## Provided information
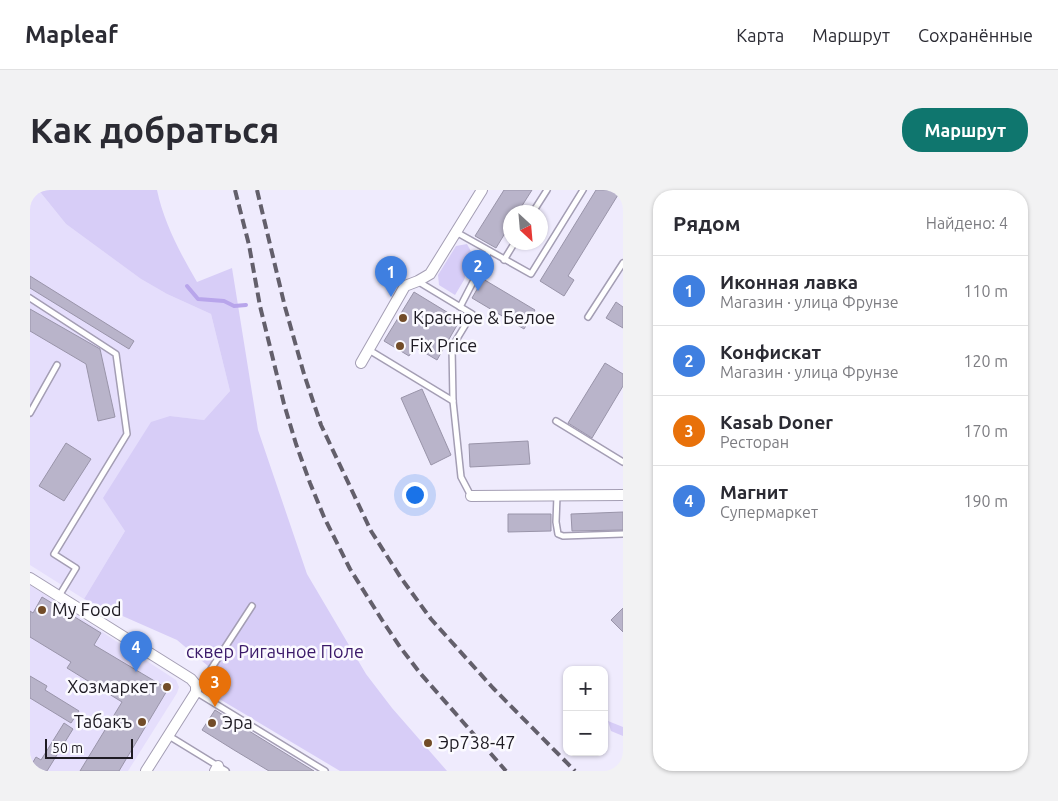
<!DOCTYPE html>
<html lang="ru">
<meta charset="utf-8">
<style>
body{margin:0;font-family:Ubuntu,sans-serif;background:#f2f2f3;color:#2b2b33}
.controls{position:absolute;right:15px;bottom:15px;display:grid;overflow:hidden;border-radius:10px;box-shadow:0 1px 4px #0004}
.controls button{width:45px;height:45px;display:grid;place-items:center;padding:0;border:0;border-bottom:1px solid #e1e1e2;background:#fff;color:#2b2b33;font:25px sans-serif}
.compass{position:absolute;left:473px;top:15px;width:45px;height:45px;border-radius:50%;background:#fff;box-shadow:0 1px 4px #0004;rotate:154deg}
.scale{position:absolute;left:15px;bottom:12px;width:88px;box-sizing:border-box;padding-left:5px;border:2px solid #1e1b23;border-top:0;font-size:14px;line-height:18px;white-space:nowrap;color:#1e1b23;-webkit-text-stroke:4px #fbfaff;paint-order:stroke}
.you{position:absolute;left:384px;top:304px;width:18px;height:18px;margin:-12px;border:4px solid #fff;border-radius:50%;background:#1a73e8;box-shadow:0 0 0 8px #1a73e833}
.badge{display:grid;place-items:center;width:32px;height:32px;border-radius:50%;background:#0f766e;color:#fff;font-size:16px;font-weight:700}
.pin{position:absolute;translate:-50% -41px;filter:drop-shadow(0 1px 2px #0008)}
.pin::after{content:'';position:absolute;top:26px;width:18px;height:15px;background:inherit;clip-path:polygon(0 0,100% 0,50% 100%)}
.list{margin:0;padding:0;list-style:none}
h2{display:flex;justify-content:space-between;align-items:center;height:65px;margin:0;padding:0 20px;font-size:21px}
h2 small{font-size:16px;font-weight:400;color:#7c7c81}
.list li{display:grid;grid-template-columns:32px 1fr auto;gap:15px;align-items:center;box-sizing:border-box;height:70px;padding:0 20px;border-top:1px solid #e1e1e2}
.list b{display:block;font-size:19px;white-space:nowrap}
.list p{margin:0;font-size:16px;white-space:nowrap;color:#7c7c81}
.list em{font-size:16px;font-style:normal;color:#7c7c81}
.map{position:relative;flex:none;width:593px;height:581px;overflow:hidden;border-radius:20px}
header{display:flex;align-items:center;gap:30px;box-sizing:border-box;height:70px;padding:0 25px;background:#fff;border-bottom:1px solid #e1e1e2}
header strong{font-size:24px}
nav{display:flex;gap:28px;margin-inline-start:auto;font-size:18px}
.intro{display:flex;align-items:center;justify-content:space-between;box-sizing:border-box;height:120px;padding:0 30px}
h1{margin:0;font-size:35px}
.button{padding:12px 22px;border-radius:20px;background:#0f766e;color:#fff;font-size:18px;font-weight:700}
main{display:flex;gap:30px;padding:0 30px}
aside{flex:1;background:#fff;border-radius:20px;box-shadow:0 1px 4px #0004}
.map>svg:first-child{display:block}
</style>
<header>
<strong>Mapleaf</strong>
<nav><a>Карта</a><a>Маршрут</a><a>Сохранённые</a></nav>
</header>
<div class="intro"><h1>Как добраться</h1><a class="button">Маршрут</a></div>
<main>
<div class="map">
<svg width="593" height="581" viewBox="0 0 593 581">
<rect width="100%" height="100%" fill="#efebfd"/>
<g fill="#e5defc">
<polygon points="0,0 6,0 11,3 36,34 111,89 137,104 181,124 200,201 174,230 140,226 95,341 54,409 0,375"/>
<polygon points="0,395 146,490 149,497 147,503 98,581 0,581"/>
</g>
<g fill="#d7cdf7">
<path d="M6 0H127C134 33 150 63 167 92L202 78 228 240 277 384 336 484 362 518 417 581H310L181 504 178 476 147 450 54 409 95 341 73 308 121 232 140 226 174 230 200 201 181 124 137 104 111 89 36 34 11 3Z"/>
<polygon points="437,54 443,65 434,90 425,105 409,95 408,85 426,56"/>
<polygon points="578,531 593,537 593,546 581,541"/>
</g>
<g fill="none" stroke-linecap="round" stroke-linejoin="round">
<polyline stroke="#b8a5eb" stroke-width="4" points="157,96 168,109 194,111 204,116 216,115"/>
</g>
<g fill="#b9b4ca" stroke="#9994a9">
<polygon points="474,0 502,0 488,22 480,22 480,35 466,58 445,46"/>
<polygon points="566,0 591,0 538,86 544,90 534,106 510,91"/>
<polygon points="0,86 104,151 99,159 0,98"/>
<polygon points="453,89 505,120 494,139 442,108"/>
<polygon points="384,102 430,130 407,170 385,157 379,166 354,151"/>
<polygon points="586,112 593,117 593,138 576,128"/>
<polygon points="0,119 70,159 85,227 68,231 56,174 0,141"/>
<polygon points="575,173 593,184 593,196 562,248 538,233"/>
<polygon points="392,199 421,265 401,275 371,208"/>
<polygon points="498,251 500,274 440,277 439,254"/>
<polygon points="36,253 61,269 34,311 9,296"/>
<polygon points="593,322 593,340 542,341 541,324"/>
<polygon points="478,324 521,324 521,341 478,342"/>
<polygon points="12,407 71,443 64,455 138,499 89,581 50,581 92,512 37,478 41,472 0,447 0,421 3,423"/>
<polygon points="593,418 593,442 581,430"/>
<polygon points="0,486 17,496 15,500 49,521 41,533 0,508"/>
<polygon points="185,520 284,581 239,581 204,560 172,540"/>
<polygon points="34,533 43,539 17,581 8,581 0,577 6,567 11,570"/>
</g>
<g fill="none" stroke-linecap="round" stroke-linejoin="round">
<g stroke="#a49eb4" stroke-width="8">
<g id="lane">
<polyline points="503,22 517,0"/>
<polyline points="426,42 501,84 553,0"/>
<polyline points="474,70 485,52"/>
<polyline points="389,92 442,124 422,157 423,211 431,287 441,306"/>
<polyline points="0,108 86,164 97,244 24,364 46,378 29,406"/>
<polyline points="430,117 459,61"/>
<polyline points="558,127 593,73"/>
<polyline points="339,160 423,211"/>
<polyline points="0,223 27,175"/>
<polyline points="526,231 593,272"/>
<polyline points="527,306 526,332 528,344 533,346 593,344"/>
<polyline points="222,416 166,502 295,581"/>
<polyline points="139,546 196,581"/>
</g>
</g>
<g stroke="#a49eb4" stroke-width="12">
<g id="street">
<polyline points="331,173 375,96 388,91 400,84 452,0"/>
<polyline points="441,306 593,305"/>
<polyline points="0,388 161,489 166,495 166,502 116,581"/>
<polyline points="185,581 188,576"/>
</g>
</g>
<use href="#lane" stroke="#fff" stroke-width="5"/>
<use href="#street" stroke="#fff" stroke-width="10"/>
<g stroke="#635f6b" stroke-width="4" stroke-dasharray="10 5" stroke-linecap="butt">
<polyline points="205,0 219,55 230,116 254,214 266,254 280,293 294,327 320,379 352,430 370,457 390,483 476,581"/>
<polyline points="227,0 255,117 274,184 291,235 341,341 371,388 401,429 463,498 545,581"/>
</g>
</g>
<g fill="#724c28" stroke="#fbfaff" stroke-width="2">
<circle cx="373" cy="128" r="5"/>
<circle cx="370" cy="156" r="5"/>
<circle cx="12" cy="420" r="5"/>
<circle cx="137" cy="497" r="5"/>
<circle cx="112" cy="532" r="5"/>
<circle cx="182" cy="533" r="5"/>
<circle cx="398" cy="553" r="5"/>
</g>
<g text-anchor="middle" stroke-width="5" stroke-linejoin="round" paint-order="stroke">
<g font-size="18" fill="#1e1b23" stroke="#fbfaff" text-anchor="start">
<text x="383" y="134">Красное &amp; Белое</text>
<text x="380" y="162">Fix Price</text>
<text x="22" y="426">My Food</text>
<text x="127" y="503" text-anchor="end">Хозмаркет</text>
<text x="102" y="538" text-anchor="end">Табакъ</text>
<text x="192" y="539">Эра</text>
<text x="408" y="559">Эр738-47</text>
</g>
<g font-size="18" fill="#3a1969" stroke="#fbfaff">
<text x="245" y="468">сквер Ригачное Поле</text>
</g>
</g>
</svg>
<div class="controls">
<button>+</button>
<button>−</button>
</div>
<svg class="compass" viewBox="-18 -18 36 36"><path d="M0-13l5 13h-10z" fill="#e53935"/><path d="M0 13l5-13h-10z" fill="#7c7c81"/></svg>
<div class="scale">50 m</div>
<div class="you"></div>
<div class="pin badge" style="left:361px;top:107px;background:#3f7fe0">1</div>
<div class="pin badge" style="left:448px;top:101px;background:#3f7fe0">2</div>
<div class="pin badge" style="left:185px;top:517px;background:#e8710a">3</div>
<div class="pin badge" style="left:106px;top:482px;background:#3f7fe0">4</div>
</div>
<aside>
<h2>Рядом<small>Найдено: 4</small></h2>
<ul class="list">
<li><span class="badge" style="background:#3f7fe0">1</span><div><b>Иконная лавка</b><p>Магазин · улица Фрунзе</p></div><em>110 m</em></li>
<li><span class="badge" style="background:#3f7fe0">2</span><div><b>Конфискат</b><p>Магазин · улица Фрунзе</p></div><em>120 m</em></li>
<li><span class="badge" style="background:#e8710a">3</span><div><b>Kasab Doner</b><p>Ресторан</p></div><em>170 m</em></li>
<li><span class="badge" style="background:#3f7fe0">4</span><div><b>Магнит</b><p>Супермаркет</p></div><em>190 m</em></li>
</ul>
</aside>
</main>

## Work instructions
What lines in the data above carry "badge"? Return them all.

## Task output
.badge{display:grid;place-items:center;width:32px;height:32px;border-radius:50%;background:#0f766e;color:#fff;font-size:16px;font-weight:700}
<div class="pin badge" style="left:361px;top:107px;background:#3f7fe0">1</div>
<div class="pin badge" style="left:448px;top:101px;background:#3f7fe0">2</div>
<div class="pin badge" style="left:185px;top:517px;background:#e8710a">3</div>
<div class="pin badge" style="left:106px;top:482px;background:#3f7fe0">4</div>
<li><span class="badge" style="background:#3f7fe0">1</span><div><b>Иконная лавка</b><p>Магазин · улица Фрунзе</p></div><em>110 m</em></li>
<li><span class="badge" style="background:#3f7fe0">2</span><div><b>Конфискат</b><p>Магазин · улица Фрунзе</p></div><em>120 m</em></li>
<li><span class="badge" style="background:#e8710a">3</span><div><b>Kasab Doner</b><p>Ресторан</p></div><em>170 m</em></li>
<li><span class="badge" style="background:#3f7fe0">4</span><div><b>Магнит</b><p>Супермаркет</p></div><em>190 m</em></li>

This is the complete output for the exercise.